Items listed in a dataset
···
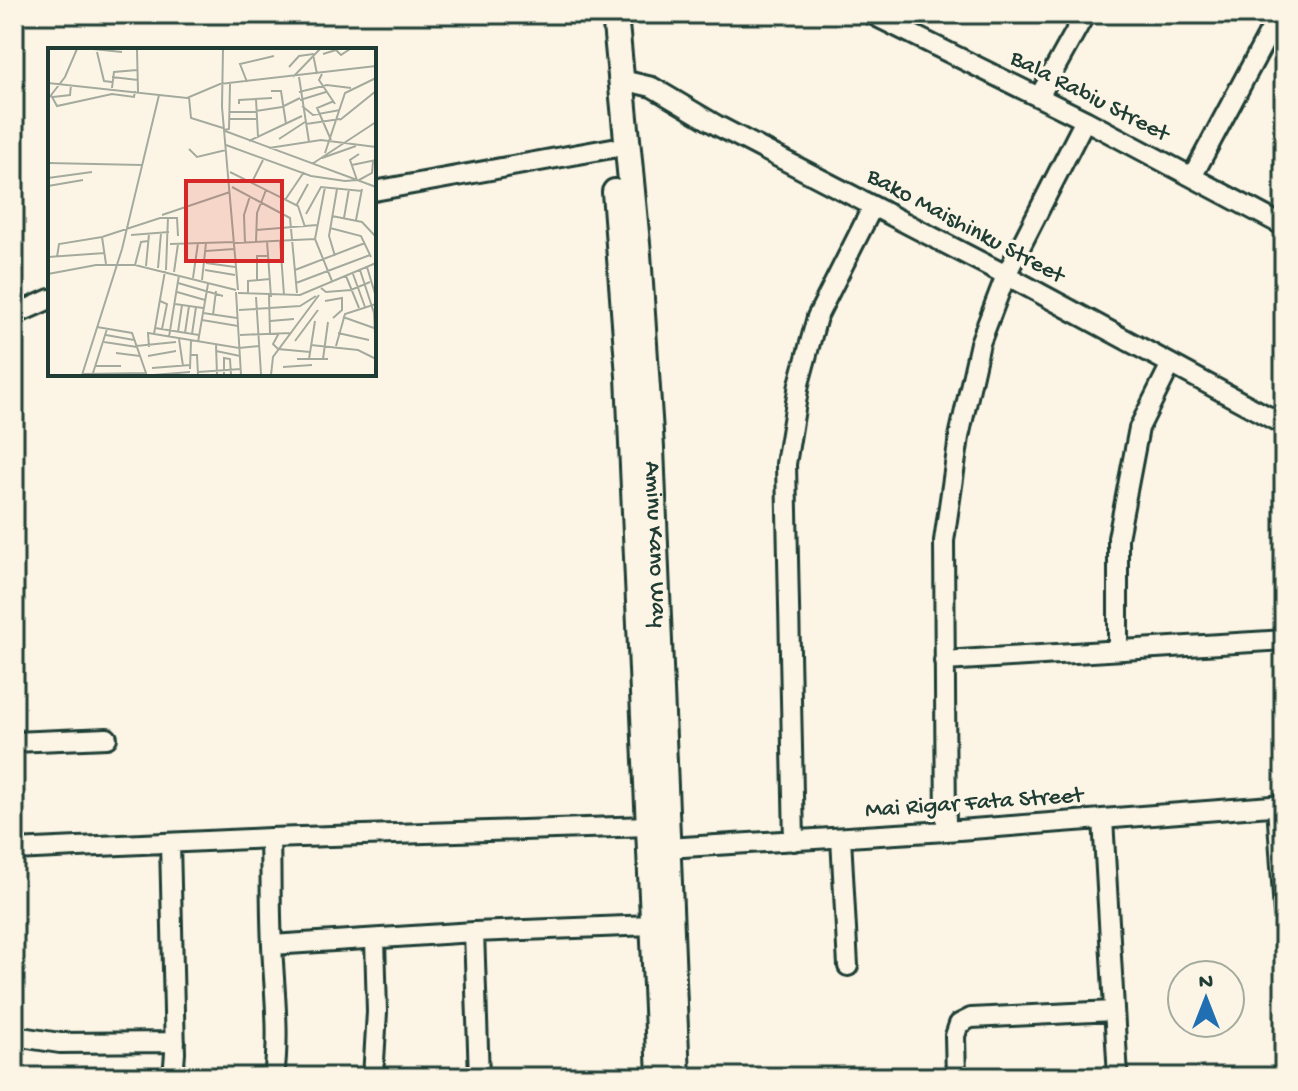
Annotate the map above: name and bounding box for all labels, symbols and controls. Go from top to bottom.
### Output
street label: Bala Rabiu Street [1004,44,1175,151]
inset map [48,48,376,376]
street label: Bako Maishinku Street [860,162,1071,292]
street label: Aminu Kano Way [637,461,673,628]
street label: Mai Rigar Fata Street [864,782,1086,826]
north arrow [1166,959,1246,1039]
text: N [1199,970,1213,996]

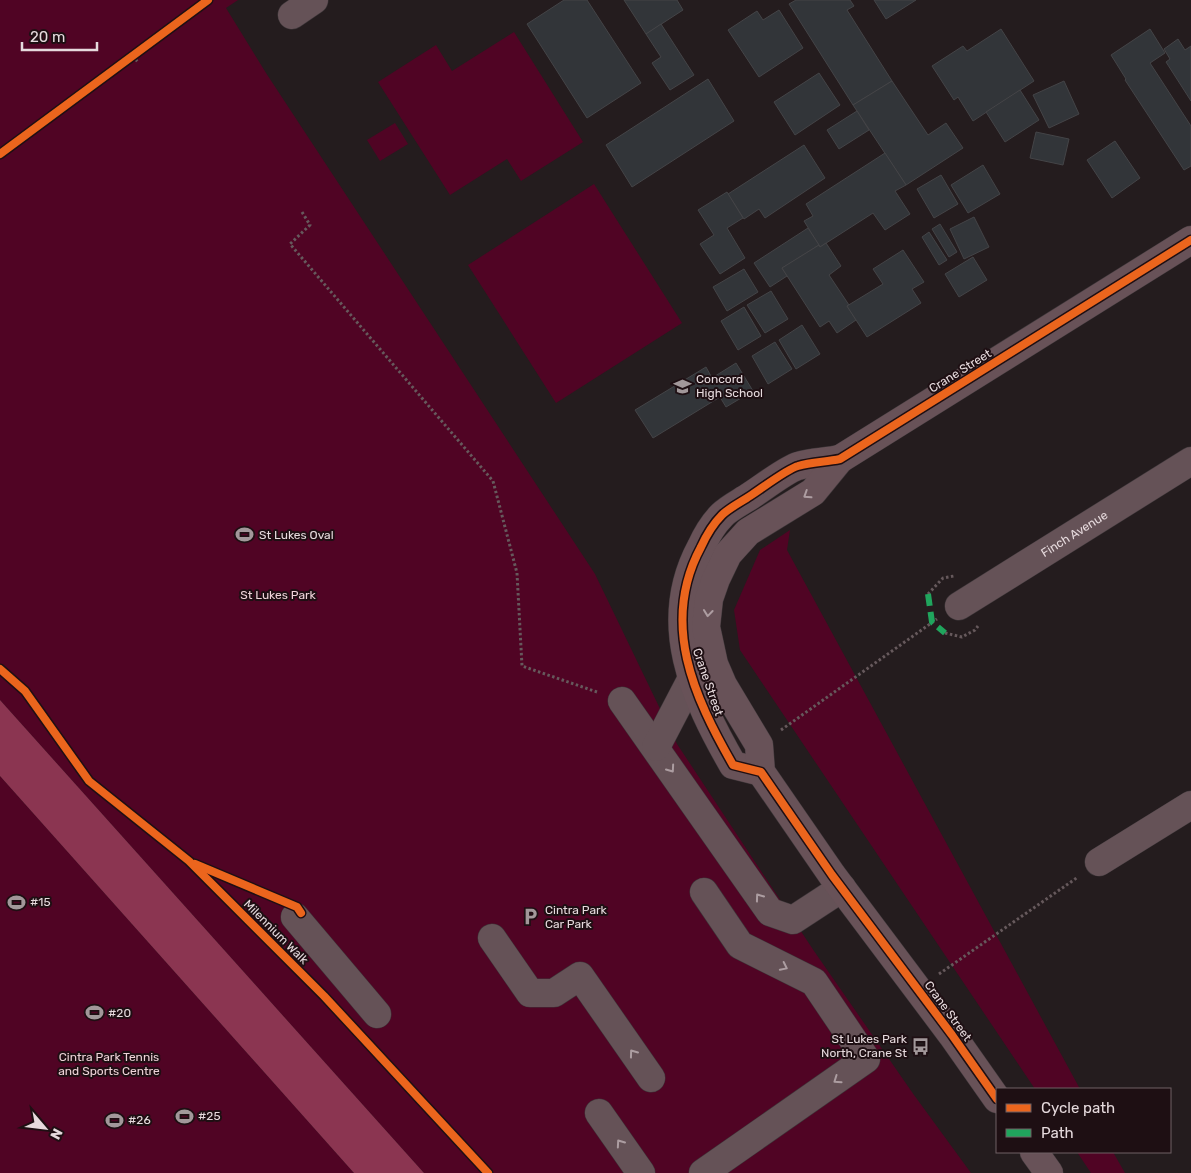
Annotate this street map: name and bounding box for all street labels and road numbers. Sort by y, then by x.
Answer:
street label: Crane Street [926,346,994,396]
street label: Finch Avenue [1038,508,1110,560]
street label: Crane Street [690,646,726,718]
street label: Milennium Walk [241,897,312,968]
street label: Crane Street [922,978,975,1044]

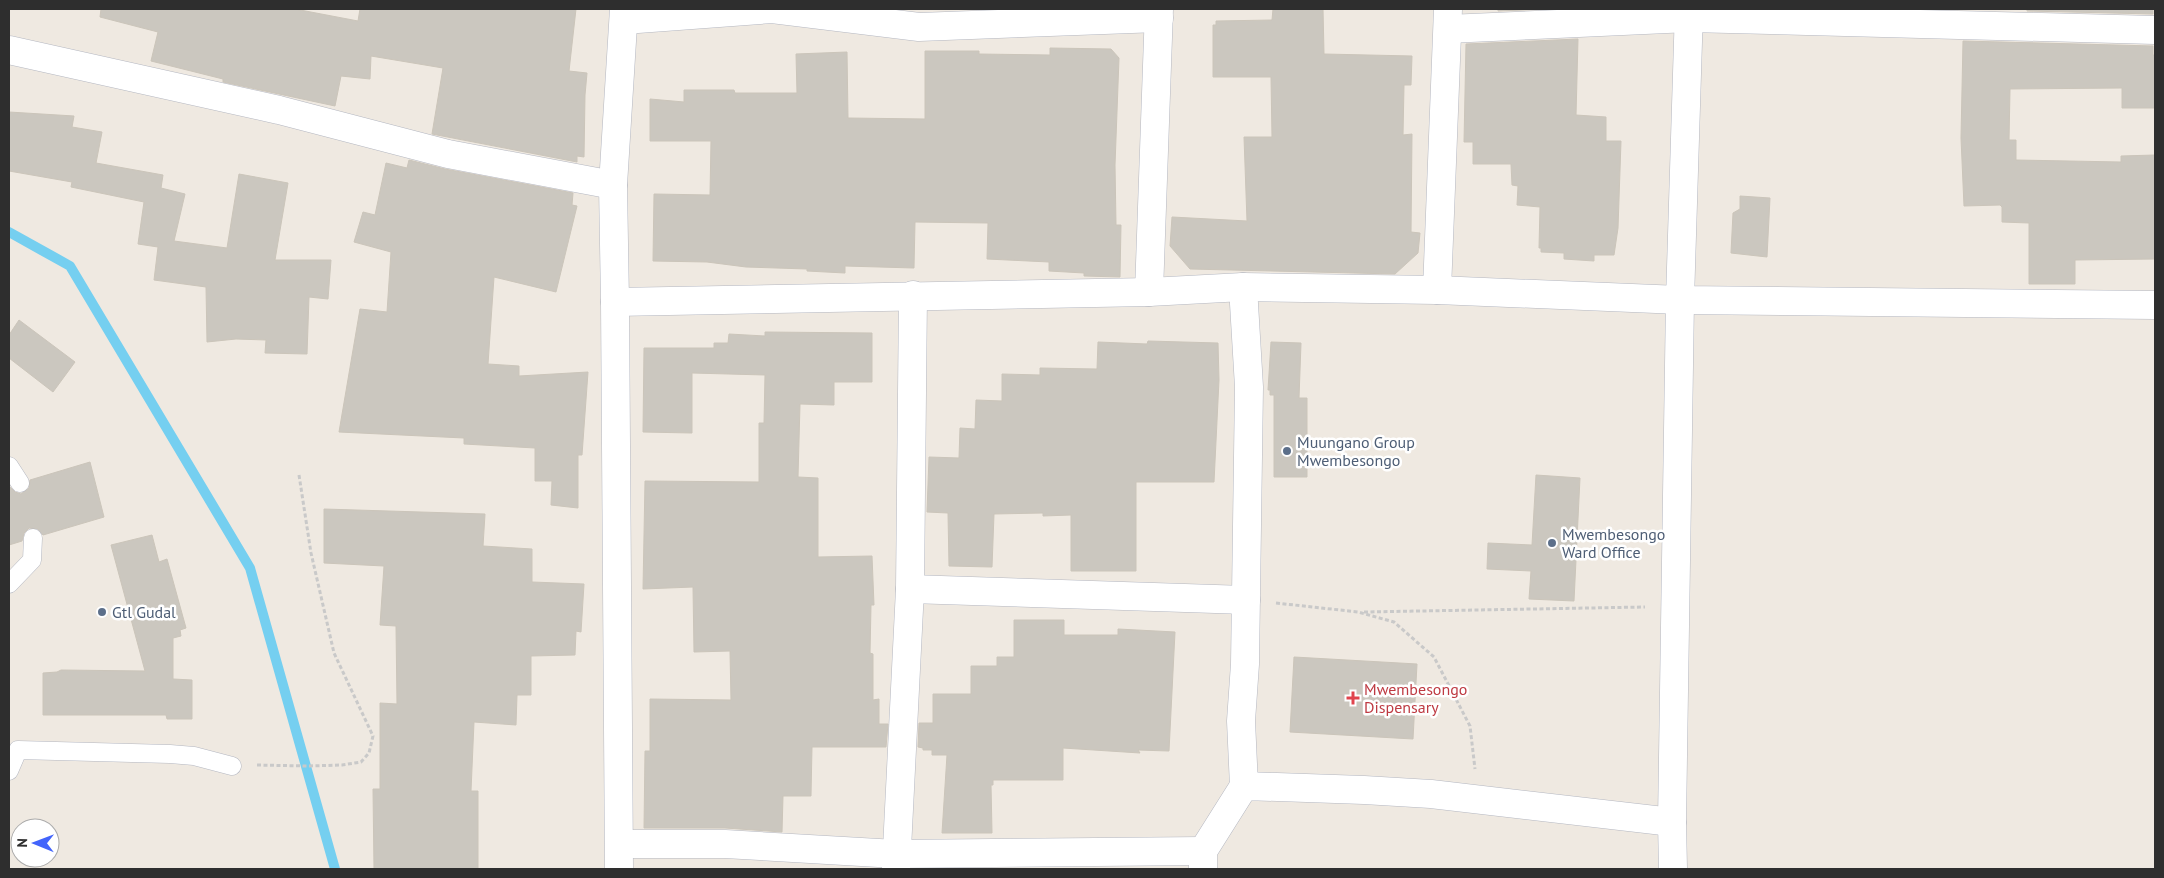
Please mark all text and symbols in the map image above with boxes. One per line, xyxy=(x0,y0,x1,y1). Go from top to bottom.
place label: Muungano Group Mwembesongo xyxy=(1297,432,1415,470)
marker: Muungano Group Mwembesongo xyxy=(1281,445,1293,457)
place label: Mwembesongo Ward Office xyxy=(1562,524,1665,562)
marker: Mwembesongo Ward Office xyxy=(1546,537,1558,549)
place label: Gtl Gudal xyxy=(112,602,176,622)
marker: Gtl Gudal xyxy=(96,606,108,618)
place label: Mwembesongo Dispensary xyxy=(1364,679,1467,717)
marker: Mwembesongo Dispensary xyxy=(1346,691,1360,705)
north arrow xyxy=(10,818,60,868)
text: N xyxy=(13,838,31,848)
···
What is expected: Every line above should be retyped exactly; the pictures do not belong in the copy.

Response for this exercise:
Annotate the map above: name and bounding box for all labels, symbols and controls. Go from top to bottom.
### Output
street label: Bala Rabiu Street [1004,44,1175,151]
inset map [48,48,376,376]
street label: Bako Maishinku Street [860,162,1071,292]
street label: Aminu Kano Way [637,461,673,628]
street label: Mai Rigar Fata Street [864,782,1086,826]
north arrow [1166,959,1246,1039]
text: N [1199,970,1213,996]

Annotate this street map: name and bounding box for all street labels and road numbers. Sort by y, then by x.
Answer:
street label: Crane Street [926,346,994,396]
street label: Finch Avenue [1038,508,1110,560]
street label: Crane Street [690,646,726,718]
street label: Milennium Walk [241,897,312,968]
street label: Crane Street [922,978,975,1044]

Please mark all text and symbols in the map image above with boxes. One per line, xyxy=(x0,y0,x1,y1). Go from top to bottom.
place label: Muungano Group Mwembesongo xyxy=(1297,432,1415,470)
marker: Muungano Group Mwembesongo xyxy=(1281,445,1293,457)
place label: Mwembesongo Ward Office xyxy=(1562,524,1665,562)
marker: Mwembesongo Ward Office xyxy=(1546,537,1558,549)
place label: Gtl Gudal xyxy=(112,602,176,622)
marker: Gtl Gudal xyxy=(96,606,108,618)
place label: Mwembesongo Dispensary xyxy=(1364,679,1467,717)
marker: Mwembesongo Dispensary xyxy=(1346,691,1360,705)
north arrow xyxy=(10,818,60,868)
text: N xyxy=(13,838,31,848)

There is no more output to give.